I want to ask the learned Solicitor-General what are the legal effects of these words. I rather agree with the last speaker that the effect of including them may be that in order to obtain the grant of a certificate, the defence must be disclosed. I am very much afraid that the effect of leaving the words in will be to compel the prisoner, if he wishes to take advantage of this Bill, to disclose his defence. If I am wrong, I shall not press the matter. I think it would help the Committee if we could have the opinion of the Solicitor-General, because this is a legal question, and if these words would compel the defence to be disclosed, I hope the promoters will agree to their deletion.
I am glad my hon. Friend says that, because I should not like it to be believed that we agree with him on this point. As I read the Clause, there is no compulsion on a man to set up his defence, and great stress in considering the value of this Clause must be laid on the words "if any" in the sentence "including the nature of such defence, if any." I do not think we should encourage people to reserve their defence.

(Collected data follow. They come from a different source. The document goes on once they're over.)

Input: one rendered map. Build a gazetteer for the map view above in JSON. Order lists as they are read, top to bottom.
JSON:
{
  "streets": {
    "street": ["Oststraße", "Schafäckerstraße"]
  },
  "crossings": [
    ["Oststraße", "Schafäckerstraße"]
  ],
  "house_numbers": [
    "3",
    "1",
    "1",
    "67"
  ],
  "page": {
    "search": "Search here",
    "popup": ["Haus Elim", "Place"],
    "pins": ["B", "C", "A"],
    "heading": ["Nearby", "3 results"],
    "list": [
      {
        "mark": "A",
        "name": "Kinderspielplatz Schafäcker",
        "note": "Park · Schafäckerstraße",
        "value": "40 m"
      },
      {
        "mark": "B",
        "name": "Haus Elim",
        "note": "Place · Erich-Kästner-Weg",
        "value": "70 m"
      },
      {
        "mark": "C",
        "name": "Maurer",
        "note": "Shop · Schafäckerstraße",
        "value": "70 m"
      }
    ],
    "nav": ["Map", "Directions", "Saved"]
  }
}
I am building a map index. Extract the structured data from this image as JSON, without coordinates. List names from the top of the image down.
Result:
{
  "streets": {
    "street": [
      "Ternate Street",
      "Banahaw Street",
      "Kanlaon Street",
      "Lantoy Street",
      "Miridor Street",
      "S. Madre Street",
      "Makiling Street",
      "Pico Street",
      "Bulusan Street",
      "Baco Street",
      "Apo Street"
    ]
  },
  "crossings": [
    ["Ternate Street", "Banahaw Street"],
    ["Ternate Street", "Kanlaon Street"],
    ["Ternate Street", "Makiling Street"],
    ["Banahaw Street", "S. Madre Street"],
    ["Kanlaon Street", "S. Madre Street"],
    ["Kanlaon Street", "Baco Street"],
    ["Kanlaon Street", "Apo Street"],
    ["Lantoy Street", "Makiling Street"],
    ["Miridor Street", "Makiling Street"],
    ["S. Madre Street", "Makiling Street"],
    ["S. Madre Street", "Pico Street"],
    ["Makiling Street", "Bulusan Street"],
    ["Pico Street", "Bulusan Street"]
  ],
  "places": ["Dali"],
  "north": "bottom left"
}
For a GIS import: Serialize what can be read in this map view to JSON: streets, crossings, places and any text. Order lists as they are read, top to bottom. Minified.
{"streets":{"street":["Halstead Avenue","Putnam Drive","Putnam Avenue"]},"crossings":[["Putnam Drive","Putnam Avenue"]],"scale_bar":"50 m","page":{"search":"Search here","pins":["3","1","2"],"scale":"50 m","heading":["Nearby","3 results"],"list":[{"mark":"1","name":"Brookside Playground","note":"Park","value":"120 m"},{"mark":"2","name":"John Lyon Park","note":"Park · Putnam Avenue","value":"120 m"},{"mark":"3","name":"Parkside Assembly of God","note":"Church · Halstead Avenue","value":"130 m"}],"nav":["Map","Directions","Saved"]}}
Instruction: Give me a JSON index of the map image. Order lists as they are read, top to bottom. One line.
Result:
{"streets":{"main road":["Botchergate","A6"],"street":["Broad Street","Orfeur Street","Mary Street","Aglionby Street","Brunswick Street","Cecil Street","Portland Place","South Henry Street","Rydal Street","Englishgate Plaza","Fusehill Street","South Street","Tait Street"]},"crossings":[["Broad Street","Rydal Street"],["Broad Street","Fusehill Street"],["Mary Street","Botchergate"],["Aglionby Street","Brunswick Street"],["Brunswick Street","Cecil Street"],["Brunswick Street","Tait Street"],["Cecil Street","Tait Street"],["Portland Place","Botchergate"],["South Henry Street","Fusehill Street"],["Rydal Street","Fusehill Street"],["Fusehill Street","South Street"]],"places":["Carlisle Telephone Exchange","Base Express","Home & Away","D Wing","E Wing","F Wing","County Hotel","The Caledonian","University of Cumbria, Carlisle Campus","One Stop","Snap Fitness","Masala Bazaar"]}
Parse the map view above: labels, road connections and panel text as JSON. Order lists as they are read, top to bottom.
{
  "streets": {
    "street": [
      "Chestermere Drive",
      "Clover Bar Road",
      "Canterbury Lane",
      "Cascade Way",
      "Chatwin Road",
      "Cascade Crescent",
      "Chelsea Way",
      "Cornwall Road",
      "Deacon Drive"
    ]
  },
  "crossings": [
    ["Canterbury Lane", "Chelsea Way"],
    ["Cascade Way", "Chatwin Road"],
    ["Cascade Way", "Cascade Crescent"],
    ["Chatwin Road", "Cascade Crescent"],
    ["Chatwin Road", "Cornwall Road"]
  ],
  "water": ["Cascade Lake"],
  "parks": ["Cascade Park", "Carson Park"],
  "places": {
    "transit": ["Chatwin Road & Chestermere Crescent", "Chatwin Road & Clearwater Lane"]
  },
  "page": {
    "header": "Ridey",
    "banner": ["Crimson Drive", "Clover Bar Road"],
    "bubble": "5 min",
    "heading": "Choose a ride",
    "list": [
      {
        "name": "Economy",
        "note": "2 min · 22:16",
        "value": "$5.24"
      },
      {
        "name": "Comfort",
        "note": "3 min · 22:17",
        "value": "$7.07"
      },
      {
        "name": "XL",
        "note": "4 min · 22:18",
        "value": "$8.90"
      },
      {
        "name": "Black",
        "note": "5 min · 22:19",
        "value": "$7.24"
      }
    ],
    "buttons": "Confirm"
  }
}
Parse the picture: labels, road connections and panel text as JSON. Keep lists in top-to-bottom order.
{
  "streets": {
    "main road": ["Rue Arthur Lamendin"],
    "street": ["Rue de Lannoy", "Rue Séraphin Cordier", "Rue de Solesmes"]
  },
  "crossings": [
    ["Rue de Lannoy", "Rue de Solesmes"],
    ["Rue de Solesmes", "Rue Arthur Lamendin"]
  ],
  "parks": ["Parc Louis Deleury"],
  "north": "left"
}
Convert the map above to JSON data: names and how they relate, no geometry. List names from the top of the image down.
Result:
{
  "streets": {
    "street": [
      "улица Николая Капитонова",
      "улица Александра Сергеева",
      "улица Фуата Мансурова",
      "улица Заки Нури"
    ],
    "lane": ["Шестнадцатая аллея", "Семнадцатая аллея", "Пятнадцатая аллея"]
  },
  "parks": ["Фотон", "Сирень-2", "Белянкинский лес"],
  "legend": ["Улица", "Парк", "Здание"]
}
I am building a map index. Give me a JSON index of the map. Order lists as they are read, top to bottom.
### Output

Why should not an innocent man tell the truth right away, and give the opportunity for his story to be investigated? We ought not in this House to encourage the practice of reserving defences, because long experience at the Bar leads me to believe that when 'a man says he wants to reserve his defence, prejudices are aroused against him at once.
If you take these words out of the Clause, you will put a very serious blemish upon the Bill. The hon. Member for South Cardiff (Mr. A. Henderson, Junr.) said there was no reason in the world why a man should be induced—I think he said that, in effect—to put forward his defence at the earliest possible moment.
I only said that I thought that was the inference from the hon. Gentleman's speech, and I think that he agrees with me that it is an inference. In the first place, one has to consider what are the preliminary proceedings and what is the duty of the man. It is quite true that two views have been held. There were at one time a number of people in this country who held the view that if any sort of a prima facie case was set up before a magistrate who was asked to commit, he must of necessity commit, and, undoubtedly, in Vile old days, there were some magistrates who took that view. So much did they take that view, that they stopped counsel before them from cross-examining witnesses, and said, "What is the use of doing that? It is quite obvious that there is a prima facie case here, and I shall commit for trial." I am glad to say that that school of magistrate has disappeared, and it is a very good thing for the administration of justice that it has disappeared. The prevailing rule to-day, and the rule which is acted upon, is that a magistrate has no right to commit a man for trial if, after considering the evidence for the prosecution, plus the evidence which is given for the defence, he has formed the conclusion that no jury would convict. Obviously, in coming to that conclusion, he takes account of the cross-examination which is put forward by the defence, and any evidence which is given by the defence.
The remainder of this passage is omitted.